“PROVVEDIMENTO ECCELLENTE CHE RISPONDE ALLE ESIGENZE DEI CITTADINI E RIDUCE IL CONSUMO DI TERRITORIO”
Venezia, 29 novembre 2013 – “Quello che abbiamo votato non è stato un provvedimento a sfavore dei territori o dei sindaci: al contrario, si tratta di una legge pensata a vantaggio dei cittadini e nel rispetto dell’ambiente”. E’ il commento del presidente della commissione Urbanistica Andrea Bassi (LN), dopo l’approvazione da parte dell’aula in tarda notte del progetto di legge per il rinnovo del Piano casa.
“La legge non nuoce ai comuni per due semplici ragioni – precisa Bassi – da un lato, nel testo ci sono numerosi punti che si agganciano a quanto già previsto dagli strumenti urbanistici comunali, soprattutto per quanto riguarda le forme di tutela; dall’altro, sono ricordate le ulteriori tutele della legge statale (contenute nell’articolo 9 relativo ai limiti all’applicabilità)”.

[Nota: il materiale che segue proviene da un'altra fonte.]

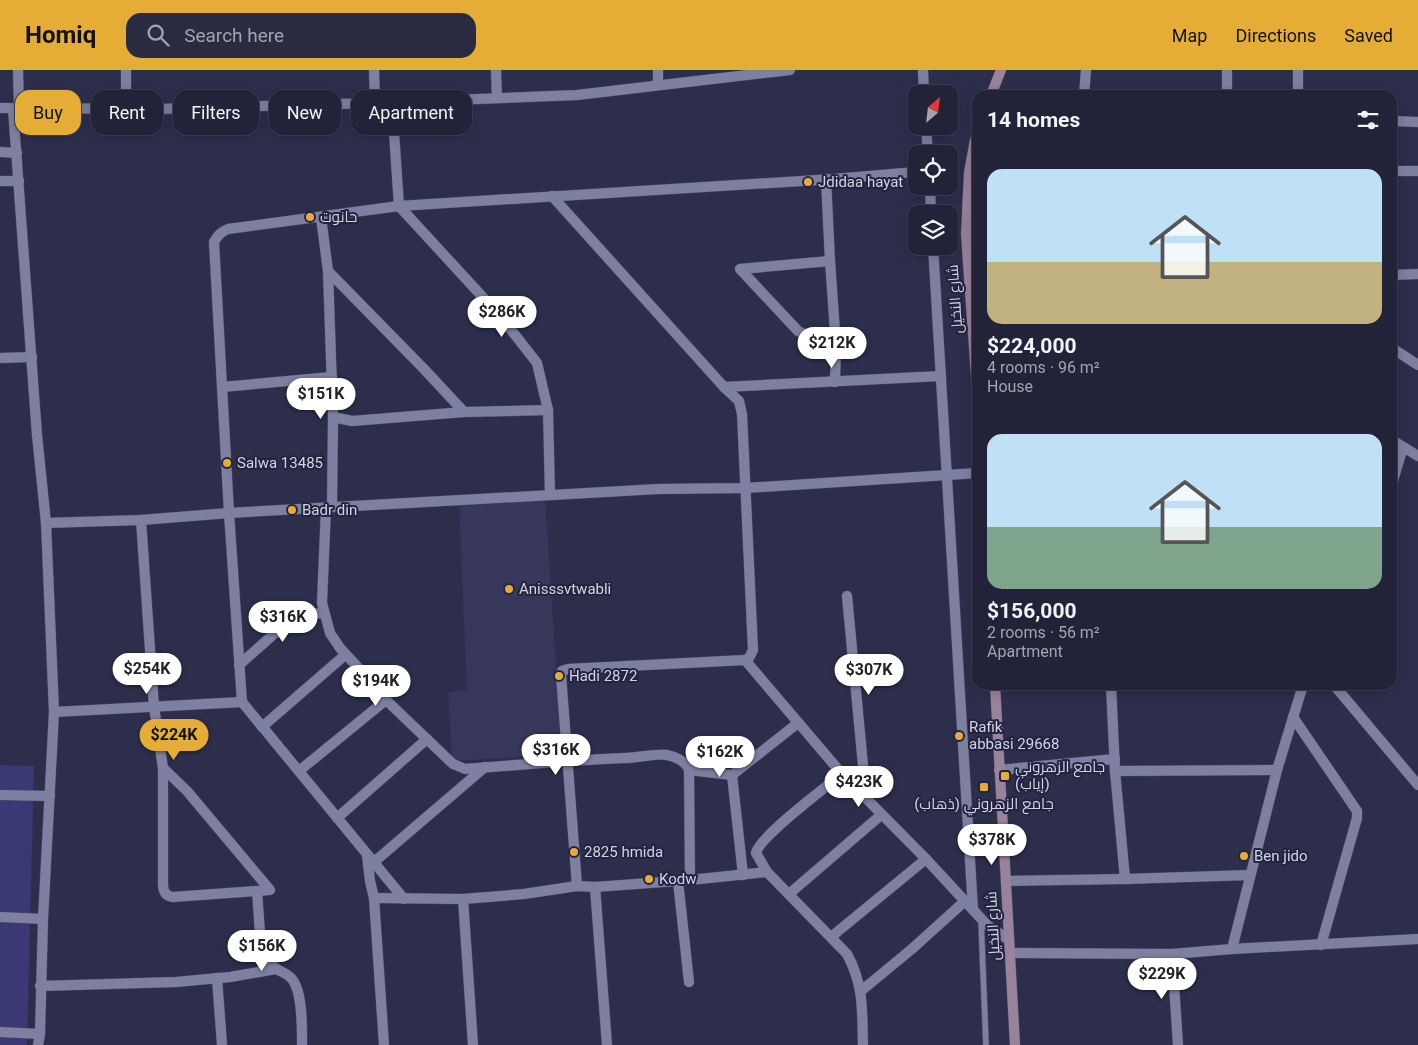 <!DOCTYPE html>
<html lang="en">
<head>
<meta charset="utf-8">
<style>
  :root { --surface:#222238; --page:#2a2a40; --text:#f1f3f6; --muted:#a2a4ae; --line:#3f3f53; --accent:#e5ad35 }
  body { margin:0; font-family:Roboto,Cairo,sans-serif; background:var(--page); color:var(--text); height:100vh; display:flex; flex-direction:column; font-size:19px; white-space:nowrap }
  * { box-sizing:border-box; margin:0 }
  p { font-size:16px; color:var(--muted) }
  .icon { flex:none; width:28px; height:28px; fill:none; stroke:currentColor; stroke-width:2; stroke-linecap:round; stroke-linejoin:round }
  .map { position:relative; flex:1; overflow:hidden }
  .panel { position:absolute; left:972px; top:20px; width:425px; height:600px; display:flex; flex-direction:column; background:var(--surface); border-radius:15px; box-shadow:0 2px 12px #0003,0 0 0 1px var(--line) }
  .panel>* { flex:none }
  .top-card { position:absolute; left:15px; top:20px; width:475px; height:45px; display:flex; gap:10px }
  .needle { width:32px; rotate:28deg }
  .controls { position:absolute; left:908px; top:15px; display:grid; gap:10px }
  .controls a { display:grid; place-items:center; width:50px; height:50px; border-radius:10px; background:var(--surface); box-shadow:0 2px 12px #0003,0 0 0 1px var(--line); font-size:25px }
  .price { position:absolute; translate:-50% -42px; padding:0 11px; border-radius:18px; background:#fff; color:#222; font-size:16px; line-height:32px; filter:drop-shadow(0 1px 2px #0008) }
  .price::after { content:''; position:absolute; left:50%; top:30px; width:15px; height:11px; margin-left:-8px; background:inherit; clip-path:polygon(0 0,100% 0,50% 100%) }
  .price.active { background:var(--accent); color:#111 }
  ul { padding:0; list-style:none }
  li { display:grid; align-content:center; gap:10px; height:265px; padding:0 15px }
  li span { display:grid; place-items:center; height:155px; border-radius:15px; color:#555 }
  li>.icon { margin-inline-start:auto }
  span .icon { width:90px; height:90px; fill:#fffc; stroke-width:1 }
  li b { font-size:21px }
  h2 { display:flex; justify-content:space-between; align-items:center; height:60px; padding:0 15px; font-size:21px }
  .tag { padding:0 18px; border-radius:15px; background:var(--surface); box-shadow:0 2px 12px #0003,0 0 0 1px var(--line); font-size:18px; line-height:45px }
  .tag.active { background:var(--accent); color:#111 }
  header { display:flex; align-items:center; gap:30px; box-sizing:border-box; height:70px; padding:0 25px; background:var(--accent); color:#111 }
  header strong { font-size:24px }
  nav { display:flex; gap:28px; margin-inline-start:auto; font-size:18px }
  .search { width:350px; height:45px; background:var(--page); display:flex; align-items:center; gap:12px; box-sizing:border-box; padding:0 18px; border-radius:15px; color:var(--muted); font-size:19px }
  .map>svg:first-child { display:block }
  .built { fill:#36375a }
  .green { fill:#3a3975 }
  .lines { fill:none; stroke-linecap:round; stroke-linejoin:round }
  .lane-casing { stroke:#4b4b63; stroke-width:7 }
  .street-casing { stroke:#4b4b63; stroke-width:11 }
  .secondary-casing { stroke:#4b4b63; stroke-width:11 }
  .lane { stroke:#7e80a1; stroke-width:5.5 }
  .street { stroke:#7e80a1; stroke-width:10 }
  .secondary { stroke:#99829b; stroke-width:10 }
  .poi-dot { fill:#e5ad35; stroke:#242440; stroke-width:2 }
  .labels { text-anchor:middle; stroke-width:4; stroke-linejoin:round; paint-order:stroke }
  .poi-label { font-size:15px; fill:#d2d3e5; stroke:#242440; text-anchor:start }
  .street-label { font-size:15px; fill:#d2d3e5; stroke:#242440 }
</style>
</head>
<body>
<header>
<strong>Homiq</strong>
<div class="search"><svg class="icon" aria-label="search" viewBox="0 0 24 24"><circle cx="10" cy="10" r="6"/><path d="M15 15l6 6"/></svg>Search here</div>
<nav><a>Map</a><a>Directions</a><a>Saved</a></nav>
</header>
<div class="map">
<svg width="1418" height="975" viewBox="0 0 1418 975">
  <rect width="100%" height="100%" fill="#2d2e4b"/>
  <path class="built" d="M545,427L562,685L452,691L448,622L467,620L459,432Z"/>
  <path class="green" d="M0,695L34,696L27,975H0Z"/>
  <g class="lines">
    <defs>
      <path id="lane" d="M981,850L986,975"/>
      <g id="street">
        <path d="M18,0L19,39"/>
        <path d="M126,0V39"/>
        <path d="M374,0L375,33"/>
        <path d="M496,0L497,28"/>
        <path d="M658,0V15"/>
        <path d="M923,0L924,24"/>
        <path d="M1084,25L1086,0"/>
        <path d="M1227,25V0"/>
        <path d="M1298,25V0"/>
        <path d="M392,33L399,136L501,247L537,293L548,340L550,425"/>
        <path d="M0,38L159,39L375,33L577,25L790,0"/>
        <path d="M13,39L37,365L46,453L54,642L43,849L40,964L38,975"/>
        <path d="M1392,51L1418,52"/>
        <path d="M926,56L928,84"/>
        <path d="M0,82L17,83"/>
        <path d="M1392,101H1418"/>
        <path d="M826,109L830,191L836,276L835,312"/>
        <path d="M0,111H19"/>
        <path d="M930,116L931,144"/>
        <path d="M552,126L724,317L739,331L742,344L753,580L749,588L745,590L568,599L562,601L561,605L577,816"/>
        <path d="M321,147L328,201L424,299L464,342L548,340"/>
        <path d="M966,164L978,165"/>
        <path d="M933,176L973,840"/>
        <path d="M830,191L740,199L798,261L810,267L836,276"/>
        <path d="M328,201L333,347L352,351L464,342"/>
        <path d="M1392,205L1418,204"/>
        <path d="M1392,278L1418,295"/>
        <path d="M0,288L32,287"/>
        <path d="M222,317L332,307"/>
        <path d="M724,317L941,306"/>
        <path d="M1392,370L1418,386"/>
        <path d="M1392,414L1403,377"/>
        <path d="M326,437L322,533L330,563L340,578L377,618L386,630L453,694L465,699C518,695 572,690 625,688C638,688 656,683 667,685C676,687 686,691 689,700L732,705"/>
        <path d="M332,437L333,347"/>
        <path d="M141,450L154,637L163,698"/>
        <path d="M46,453L141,450L229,443L658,419L746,418L978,403"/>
        <path d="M847,526L866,727"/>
        <path d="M745,590L842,704L926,789L987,855L1009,870"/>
        <path d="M239,595L283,556L297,547L306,544L324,543"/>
        <path d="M1111,615L1115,701L1125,809"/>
        <path d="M1334,615L1418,715"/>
        <path d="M54,642L242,632"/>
        <path d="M1293,647L1357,741V748L1321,875"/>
        <path d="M262,657L345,585"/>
        <path d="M163,698L187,721L270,820L173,827C165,826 163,821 163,814Z"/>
        <path d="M689,700L690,810"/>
        <path d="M999,700L1115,689"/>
        <path d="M299,701L386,630"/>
        <path d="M1115,701L1277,700"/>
        <path d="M0,725L50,726"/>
        <path d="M337,748L427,669"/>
        <path d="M367,785L370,811L374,828L384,975"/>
        <path d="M374,792L485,697"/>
        <path d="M767,802L756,783C759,767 826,717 842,704"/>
        <path d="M743,805L732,705L798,653"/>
        <path d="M678,811L689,912"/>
        <path d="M1006,811L1125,809L1250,805"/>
        <path d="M595,817L607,975"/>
        <path d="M257,821L261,877C263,885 270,895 277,899C281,902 286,903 290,907C303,918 302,958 302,975"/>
        <path d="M789,824L881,745"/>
        <path d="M374,828L463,829L524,824L577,816L595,817L690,810L767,802L847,884C864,915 862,941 863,975"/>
        <path d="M404,829L242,632L229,443L214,172C218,165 221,162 228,159L399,136L834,109L916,102"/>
        <path d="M463,829L473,975"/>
        <path d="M0,847L43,849"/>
        <path d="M831,867L926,789"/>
        <path d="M1232,879L1277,700L1303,615"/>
        <path d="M1010,883L1172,884L1232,879L1418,869"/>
        <path d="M1172,884L1178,975"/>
        <path d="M217,908L222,975"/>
        <path d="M40,916L176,912L230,907L276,899"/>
        <path d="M861,921L913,878L965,831"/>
        <path d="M0,962L40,964"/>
      </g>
      <g id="secondary">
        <path d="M991,25L1001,0"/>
        <path d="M978,62L975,70L969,103L966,164L978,334"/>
        <path d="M995,615L1015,975"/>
      </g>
    </defs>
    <use href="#lane" class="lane-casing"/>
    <use href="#street" class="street-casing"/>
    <use href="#secondary" class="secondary-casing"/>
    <use href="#lane" class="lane"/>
    <use href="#street" class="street"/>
    <use href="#secondary" class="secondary"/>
  </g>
  <g class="poi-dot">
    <circle cx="808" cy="112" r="5"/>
    <circle cx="310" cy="147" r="5"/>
    <circle cx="227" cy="393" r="5"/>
    <circle cx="292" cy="440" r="5"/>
    <circle cx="509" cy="519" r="5"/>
    <circle cx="559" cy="606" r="5"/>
    <circle cx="959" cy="666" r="5"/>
    <rect x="1000" y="701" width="10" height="10" rx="2.5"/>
    <rect x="979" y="712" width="10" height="10" rx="2.5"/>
    <circle cx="574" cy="782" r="5"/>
    <circle cx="1244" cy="786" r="5"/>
    <circle cx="649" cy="809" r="5"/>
  </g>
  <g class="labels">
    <g class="poi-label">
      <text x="818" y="117">Jdidaa hayat</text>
      <text x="320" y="152">حانوت</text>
      <text x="237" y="398">Salwa 13485</text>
      <text x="302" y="445">Badr din</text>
      <text x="519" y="524">Anisssvtwabli</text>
      <text x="569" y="611">Hadi 2872</text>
      <text x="969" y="662">Rafik<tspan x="969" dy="17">abbasi 29668</tspan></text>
      <text x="1015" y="702">جامع الزهروني<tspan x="1015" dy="17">(إياب)</tspan></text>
      <text x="984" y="739" text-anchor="middle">جامع الزهروني (ذهاب)</text>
      <text x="584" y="787">2825 hmida</text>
      <text x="1254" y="791">Ben jido</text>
      <text x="659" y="814">Kodw</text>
    </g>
    <g class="street-label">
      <text transform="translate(955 229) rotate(-94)" y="5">شارع النخيل</text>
      <text transform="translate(993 856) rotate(-93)" y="5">شارع النخيل</text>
    </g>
  </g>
</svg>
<div class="controls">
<a><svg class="needle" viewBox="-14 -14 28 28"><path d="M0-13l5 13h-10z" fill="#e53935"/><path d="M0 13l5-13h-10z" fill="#a2a4ae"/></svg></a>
<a><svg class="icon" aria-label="locate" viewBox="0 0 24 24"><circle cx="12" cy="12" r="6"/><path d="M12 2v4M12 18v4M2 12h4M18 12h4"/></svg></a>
<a><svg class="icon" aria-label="layers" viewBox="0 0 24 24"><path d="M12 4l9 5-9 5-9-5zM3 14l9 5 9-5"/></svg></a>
</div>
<b class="price" style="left:502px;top:268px">$286K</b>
<b class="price" style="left:832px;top:299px">$212K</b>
<b class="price" style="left:321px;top:350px">$151K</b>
<b class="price" style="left:283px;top:573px">$316K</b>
<b class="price" style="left:147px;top:625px">$254K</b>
<b class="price" style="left:869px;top:626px">$307K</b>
<b class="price" style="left:376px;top:637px">$194K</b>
<b class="price active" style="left:174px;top:691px">$224K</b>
<b class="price" style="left:556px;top:706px">$316K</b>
<b class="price" style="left:720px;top:708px">$162K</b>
<b class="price" style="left:859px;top:738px">$423K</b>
<b class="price" style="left:992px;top:796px">$378K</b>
<b class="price" style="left:262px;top:902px">$156K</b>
<b class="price" style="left:1162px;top:930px">$229K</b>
<div class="top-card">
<a class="tag active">Buy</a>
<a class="tag">Rent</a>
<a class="tag">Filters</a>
<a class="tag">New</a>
<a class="tag">Apartment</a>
</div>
<section class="panel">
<h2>14 homes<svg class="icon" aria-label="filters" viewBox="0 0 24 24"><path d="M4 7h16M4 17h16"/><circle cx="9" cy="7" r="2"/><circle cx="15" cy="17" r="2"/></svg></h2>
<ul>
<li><span style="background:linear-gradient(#bfe0f5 60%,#c2b280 0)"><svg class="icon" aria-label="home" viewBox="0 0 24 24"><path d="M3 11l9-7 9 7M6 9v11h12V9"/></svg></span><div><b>$224,000</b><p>4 rooms · 96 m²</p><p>House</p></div></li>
<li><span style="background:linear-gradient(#bfe0f5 60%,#7fa58c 0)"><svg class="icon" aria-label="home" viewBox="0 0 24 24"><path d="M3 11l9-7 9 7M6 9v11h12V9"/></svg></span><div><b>$156,000</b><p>2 rooms · 56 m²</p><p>Apartment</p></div></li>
</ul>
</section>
</div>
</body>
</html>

“Il nuovo Piano casa si concentra innanzitutto sulla possibilità di ampliamento, demolizione e ricostruzione di edifici esistenti e prevede un limitatissimo consumo di territorio – continua il consigliere relatore del testo di legge -. Fa sorridere vedere come ci siano alcuni sindaci che si sono ferocemente opposti a questo provvedimento, pur avendo approvato grandi zone di espansione edilizia che hanno consumato centinaia di migliaia di metri quadrati di terreno agricoli. Fortunatamente tanti altri amministratori pubblici hanno compreso la portata di questa legge e hanno condiviso l’impianto dell’intervento”.
Il consigliere Andrea Bassi sottolinea quindi alcuni aspetti qualificanti del Piano casa ter. “A garanzia del risparmio energetico e della tutela ambientale, abbiamo spinto di più sulla demolizione con successiva ricostruzione di un edificio in classe energetica A piuttosto che sul semplice ampliamento – afferma l’esponente regionale -. Per gli ampliamenti abbiamo mantenuto i bonus volumetrici precedenti ed è stato comunque aggiunto un premio aggiuntivo solo nel caso in cui si proceda a una riqualificazione a livello sismico dell’intero edificio. Abbiamo anche pensato alla sicurezza del cittadino – continua Bassi – prevedendo la possibilità di spostare in zone non a rischio le abitazioni che attualmente sono collocate in zone a elevata o molto elevata pericolosità idraulica e geologica. Sono state inoltre introdotte misure per la rimozione e lo smaltimento delle coperture in amianto e altri interventi a favore dell’abbattimento delle barriere architettoniche. Infine – conclude Bassi -, quello approvato in aula ieri notte è un vero provvedimento di sburocratizzazione, in grado di agevolare le pratiche e di accelerare iter e tempi di attesa: i titoli abilitativi previsti sono infatti solo due, la DIA per operazioni semplici e il permesso a costruire per casi più complessi. La sburocratizzazione tutti la auspicano ma pochissimi la fanno: noi invece siamo passati dalle parole ai fatti”.